BMW Emergency Vehicles

Quickly and Safely on the Road

Development Services for Emergency Vehicles
In the spring of 2003, BMW commissioned the Bertrandt site in Munich to develop emergency vehicles on the basis of the 3 Series saloon and estate models. This was the first time that BMW had assigned all the electrical, electronics and design tasks to an external partner. The start of vehicle production was planned for September 2005.

 

Integrating special equipment
The work involved in integrating the special equipment ranged from developing a variety of electrical and electronic components and wiring loom modules, adapting the vehicle’s electrical system and designing the necessary brackets and retainers inside and outside the vehicle through to developing prototype components and incorporating them into prototype vehicles. The objectives of the project were to allow the equipment to be "fitted on the standard production line" and to be "removed easily and cost-effectively". In addition, special requirements had to be taken into account in the development process. For example, the special equipment in unmarked police cars must not be visible from the outside and therefore had to be integrated into the interior fittings. From the very beginning of the project, the Bertrandt development team worked closely with the relevant departments at BMW to develop the concepts. A project office was set up for the Bertrandt team in order to ensure that the project ran efficiently and that the design (CAD) and electrical development units were closely networked to allow for direct cooperation between the two teams.

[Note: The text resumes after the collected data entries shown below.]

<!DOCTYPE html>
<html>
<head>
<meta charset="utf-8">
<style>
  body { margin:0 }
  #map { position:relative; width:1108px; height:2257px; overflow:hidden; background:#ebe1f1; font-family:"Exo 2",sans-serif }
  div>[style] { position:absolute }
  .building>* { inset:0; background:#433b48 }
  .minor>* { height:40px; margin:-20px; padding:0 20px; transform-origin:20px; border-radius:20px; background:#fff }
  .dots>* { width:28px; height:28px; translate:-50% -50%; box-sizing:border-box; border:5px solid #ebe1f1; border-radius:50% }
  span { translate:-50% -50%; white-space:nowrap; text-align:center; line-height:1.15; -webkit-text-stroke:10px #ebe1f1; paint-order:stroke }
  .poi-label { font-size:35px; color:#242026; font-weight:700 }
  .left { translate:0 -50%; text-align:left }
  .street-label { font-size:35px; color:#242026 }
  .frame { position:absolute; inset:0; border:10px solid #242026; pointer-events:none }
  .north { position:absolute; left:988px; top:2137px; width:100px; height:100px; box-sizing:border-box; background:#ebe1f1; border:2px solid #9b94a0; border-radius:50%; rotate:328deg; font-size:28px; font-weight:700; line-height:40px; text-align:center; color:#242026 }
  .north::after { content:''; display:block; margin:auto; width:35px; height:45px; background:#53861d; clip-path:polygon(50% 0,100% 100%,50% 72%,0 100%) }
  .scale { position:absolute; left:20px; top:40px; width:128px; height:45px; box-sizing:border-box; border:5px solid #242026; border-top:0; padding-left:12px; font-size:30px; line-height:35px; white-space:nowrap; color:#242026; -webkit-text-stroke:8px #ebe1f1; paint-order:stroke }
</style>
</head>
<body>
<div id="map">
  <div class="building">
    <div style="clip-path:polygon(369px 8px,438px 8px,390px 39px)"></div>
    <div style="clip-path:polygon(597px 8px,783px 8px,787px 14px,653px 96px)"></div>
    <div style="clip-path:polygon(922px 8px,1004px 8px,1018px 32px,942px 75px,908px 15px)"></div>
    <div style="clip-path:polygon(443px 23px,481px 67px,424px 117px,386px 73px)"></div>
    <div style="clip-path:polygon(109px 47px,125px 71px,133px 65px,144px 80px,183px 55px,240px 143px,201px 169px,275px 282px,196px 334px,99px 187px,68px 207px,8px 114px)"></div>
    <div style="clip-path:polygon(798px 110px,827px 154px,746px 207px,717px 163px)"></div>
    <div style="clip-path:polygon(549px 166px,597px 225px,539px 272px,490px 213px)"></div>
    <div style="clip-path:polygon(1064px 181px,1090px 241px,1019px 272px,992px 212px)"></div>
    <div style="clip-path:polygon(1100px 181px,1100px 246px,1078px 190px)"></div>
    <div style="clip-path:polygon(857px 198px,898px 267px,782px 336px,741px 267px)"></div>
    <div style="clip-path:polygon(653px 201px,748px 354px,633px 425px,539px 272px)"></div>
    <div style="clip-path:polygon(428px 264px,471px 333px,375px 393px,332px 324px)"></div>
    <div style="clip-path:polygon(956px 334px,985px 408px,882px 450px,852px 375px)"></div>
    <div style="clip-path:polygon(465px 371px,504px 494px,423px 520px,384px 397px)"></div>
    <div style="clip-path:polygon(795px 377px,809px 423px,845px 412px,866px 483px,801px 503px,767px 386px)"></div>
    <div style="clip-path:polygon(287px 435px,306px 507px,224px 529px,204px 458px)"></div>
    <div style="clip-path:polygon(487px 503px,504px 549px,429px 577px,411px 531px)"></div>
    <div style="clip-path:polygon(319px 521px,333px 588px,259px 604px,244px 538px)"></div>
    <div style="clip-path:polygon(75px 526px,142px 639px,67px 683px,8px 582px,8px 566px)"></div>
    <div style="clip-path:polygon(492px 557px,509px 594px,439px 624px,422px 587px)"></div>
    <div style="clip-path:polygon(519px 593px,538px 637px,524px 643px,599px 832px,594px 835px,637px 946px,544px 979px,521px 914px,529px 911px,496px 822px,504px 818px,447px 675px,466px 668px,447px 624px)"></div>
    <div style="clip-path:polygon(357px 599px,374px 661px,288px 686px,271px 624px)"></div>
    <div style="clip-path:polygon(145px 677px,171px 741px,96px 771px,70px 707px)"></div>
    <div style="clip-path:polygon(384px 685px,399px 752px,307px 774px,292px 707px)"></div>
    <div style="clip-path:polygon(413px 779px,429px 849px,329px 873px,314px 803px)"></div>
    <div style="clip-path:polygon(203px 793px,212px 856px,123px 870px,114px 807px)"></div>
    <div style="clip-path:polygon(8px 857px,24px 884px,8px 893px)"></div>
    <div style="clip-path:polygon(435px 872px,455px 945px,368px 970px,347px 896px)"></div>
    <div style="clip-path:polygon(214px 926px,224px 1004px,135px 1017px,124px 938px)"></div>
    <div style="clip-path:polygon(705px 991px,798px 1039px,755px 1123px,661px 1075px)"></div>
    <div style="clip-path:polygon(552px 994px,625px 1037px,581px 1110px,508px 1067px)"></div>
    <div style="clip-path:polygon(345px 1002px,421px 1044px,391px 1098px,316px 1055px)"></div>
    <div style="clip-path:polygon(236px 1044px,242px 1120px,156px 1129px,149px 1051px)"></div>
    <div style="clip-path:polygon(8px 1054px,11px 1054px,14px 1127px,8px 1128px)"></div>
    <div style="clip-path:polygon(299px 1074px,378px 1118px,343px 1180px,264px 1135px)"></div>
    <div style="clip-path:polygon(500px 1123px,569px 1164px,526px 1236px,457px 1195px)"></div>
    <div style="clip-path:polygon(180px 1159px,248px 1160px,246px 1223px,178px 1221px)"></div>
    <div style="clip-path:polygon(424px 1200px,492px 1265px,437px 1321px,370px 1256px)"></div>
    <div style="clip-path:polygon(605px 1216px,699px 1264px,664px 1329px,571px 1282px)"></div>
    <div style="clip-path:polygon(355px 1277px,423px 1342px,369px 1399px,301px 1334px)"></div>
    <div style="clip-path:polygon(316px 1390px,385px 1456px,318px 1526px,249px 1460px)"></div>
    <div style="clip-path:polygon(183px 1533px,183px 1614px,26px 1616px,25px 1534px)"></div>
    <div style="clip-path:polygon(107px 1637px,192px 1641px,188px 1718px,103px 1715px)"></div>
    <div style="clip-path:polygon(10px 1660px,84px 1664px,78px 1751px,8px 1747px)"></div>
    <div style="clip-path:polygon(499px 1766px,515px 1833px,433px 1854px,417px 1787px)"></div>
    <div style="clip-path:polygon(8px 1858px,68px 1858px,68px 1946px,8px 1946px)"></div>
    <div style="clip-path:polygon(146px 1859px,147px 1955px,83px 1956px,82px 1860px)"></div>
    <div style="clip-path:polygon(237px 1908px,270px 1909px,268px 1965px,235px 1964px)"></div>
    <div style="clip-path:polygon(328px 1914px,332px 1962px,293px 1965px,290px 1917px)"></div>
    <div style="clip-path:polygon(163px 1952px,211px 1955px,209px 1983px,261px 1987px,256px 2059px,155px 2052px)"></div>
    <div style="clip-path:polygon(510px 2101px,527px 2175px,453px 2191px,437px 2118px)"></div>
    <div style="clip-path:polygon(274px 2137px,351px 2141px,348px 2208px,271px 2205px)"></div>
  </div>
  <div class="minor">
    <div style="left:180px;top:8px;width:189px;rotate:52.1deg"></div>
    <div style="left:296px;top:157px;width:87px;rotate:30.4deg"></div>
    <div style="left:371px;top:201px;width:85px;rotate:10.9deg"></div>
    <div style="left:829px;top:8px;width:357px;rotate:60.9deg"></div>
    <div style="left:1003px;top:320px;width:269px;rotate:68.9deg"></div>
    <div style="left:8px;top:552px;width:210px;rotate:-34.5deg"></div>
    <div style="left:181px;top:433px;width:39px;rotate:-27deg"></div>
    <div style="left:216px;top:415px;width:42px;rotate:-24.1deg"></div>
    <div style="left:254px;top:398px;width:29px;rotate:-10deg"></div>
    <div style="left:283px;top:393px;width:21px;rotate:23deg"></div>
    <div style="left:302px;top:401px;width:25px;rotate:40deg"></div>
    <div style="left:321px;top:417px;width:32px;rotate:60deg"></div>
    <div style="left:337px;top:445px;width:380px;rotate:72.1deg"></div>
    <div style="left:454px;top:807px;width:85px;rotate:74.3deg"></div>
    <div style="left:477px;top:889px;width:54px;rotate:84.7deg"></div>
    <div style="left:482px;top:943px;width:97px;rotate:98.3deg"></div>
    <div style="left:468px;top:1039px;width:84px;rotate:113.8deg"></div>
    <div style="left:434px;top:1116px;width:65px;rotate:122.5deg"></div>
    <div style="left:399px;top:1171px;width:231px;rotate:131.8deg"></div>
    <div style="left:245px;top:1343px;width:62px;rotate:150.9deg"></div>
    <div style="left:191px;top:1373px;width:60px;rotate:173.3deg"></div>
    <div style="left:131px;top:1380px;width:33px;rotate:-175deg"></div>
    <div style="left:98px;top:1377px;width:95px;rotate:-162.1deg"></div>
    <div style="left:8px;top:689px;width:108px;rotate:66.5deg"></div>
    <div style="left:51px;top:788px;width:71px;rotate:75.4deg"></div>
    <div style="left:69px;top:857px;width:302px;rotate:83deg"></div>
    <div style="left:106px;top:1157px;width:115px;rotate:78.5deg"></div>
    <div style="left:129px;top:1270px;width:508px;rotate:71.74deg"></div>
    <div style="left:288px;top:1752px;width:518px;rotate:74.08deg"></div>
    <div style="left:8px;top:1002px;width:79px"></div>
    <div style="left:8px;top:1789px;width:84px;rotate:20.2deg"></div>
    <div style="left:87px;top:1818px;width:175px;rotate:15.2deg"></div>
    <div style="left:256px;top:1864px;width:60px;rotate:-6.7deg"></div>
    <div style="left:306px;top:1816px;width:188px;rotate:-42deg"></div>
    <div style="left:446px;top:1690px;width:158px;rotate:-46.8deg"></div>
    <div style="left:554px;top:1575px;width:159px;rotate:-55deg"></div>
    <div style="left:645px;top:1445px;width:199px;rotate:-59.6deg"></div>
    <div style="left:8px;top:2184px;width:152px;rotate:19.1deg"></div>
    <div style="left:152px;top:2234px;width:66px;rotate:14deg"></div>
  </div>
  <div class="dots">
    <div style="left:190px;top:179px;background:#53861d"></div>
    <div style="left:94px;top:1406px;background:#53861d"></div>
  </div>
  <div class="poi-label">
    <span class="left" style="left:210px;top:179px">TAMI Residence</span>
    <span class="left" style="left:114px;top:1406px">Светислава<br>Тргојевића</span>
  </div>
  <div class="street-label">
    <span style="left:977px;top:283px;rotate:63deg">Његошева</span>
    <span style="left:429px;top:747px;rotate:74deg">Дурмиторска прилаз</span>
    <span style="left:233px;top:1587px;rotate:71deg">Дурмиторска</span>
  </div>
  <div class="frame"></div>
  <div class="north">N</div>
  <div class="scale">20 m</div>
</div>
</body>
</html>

In order to integrate the electrical components, such as the radio, roof signalling unit, loudspeakers, front and rear signalling units and an additional backup power supply, the standard wiring loom had to be extended. The bodywork and audio wiring loom modules were developed using the "Grivad" tool. Preparations were made for the release of the modules for volume production in close cooperation with the suppliers of the individual emergency vehicle components and the supplier of the wiring loom.

From prototype development through to small-scale production
After the detailed concept design process was completed, the prototype components for mounting the special equipment were produced. Using these parts, it was possible to test the ease of assembly on prototype vehicles on the production line. A wide range of manufacturing processes were used to produce the functional prototypes, ranging from sheet metal working and the creation of polyurethane castings through to coating the plastic components. The special fittings from the various suppliers were modified sufficiently to allow the components to be assembled without problems on the production line. After optimisation loops had been incorporated in the prototyping process, the final concepts and the "final" volume production status were determined. The next step was to verify the production status using volume production processes during the pre-production and production start-up stages.

 

Developing a central control unit

The control centre used to operate the special equipment was developed in parallel with the process of integrating the special fittings. The control centre comes in two different versions with either six or twelve buttons.

At the heart of the control centre is a processor card that collects information from the vehicle and coordinates it with the button positions to produce the appropriate output for the special signal unit or special equipment. The control centre had to be tested for EMC (electromagnetic compatibility) before it could be used in the vehicles.

Since September 2005, Bertrandt has been working on the pre-assembly of the electrical components and on integrating them into the hardware modules that are delivered to the production line as parts sets. The Bertrandt team and BMW are pleased that the production start-up has gone smoothly and that the feedback from the various BMW departments on the collaboration with Bertrandt was universally positive.

Background Information
The trend for leasing amongst car manufacturers is also being extended to emergency vehicles. The manufacturers have developed concepts that allow the vehicles to be converted back to their standard form after a limited period of use. Once the vehicles have been returned to "civilian" status, they can be sold on the normal market. Engineering service providers such as the Bertrandt AG have adapted to meet these new requirements and now offer a complete range of development services for the special equipment in emergency vehicles.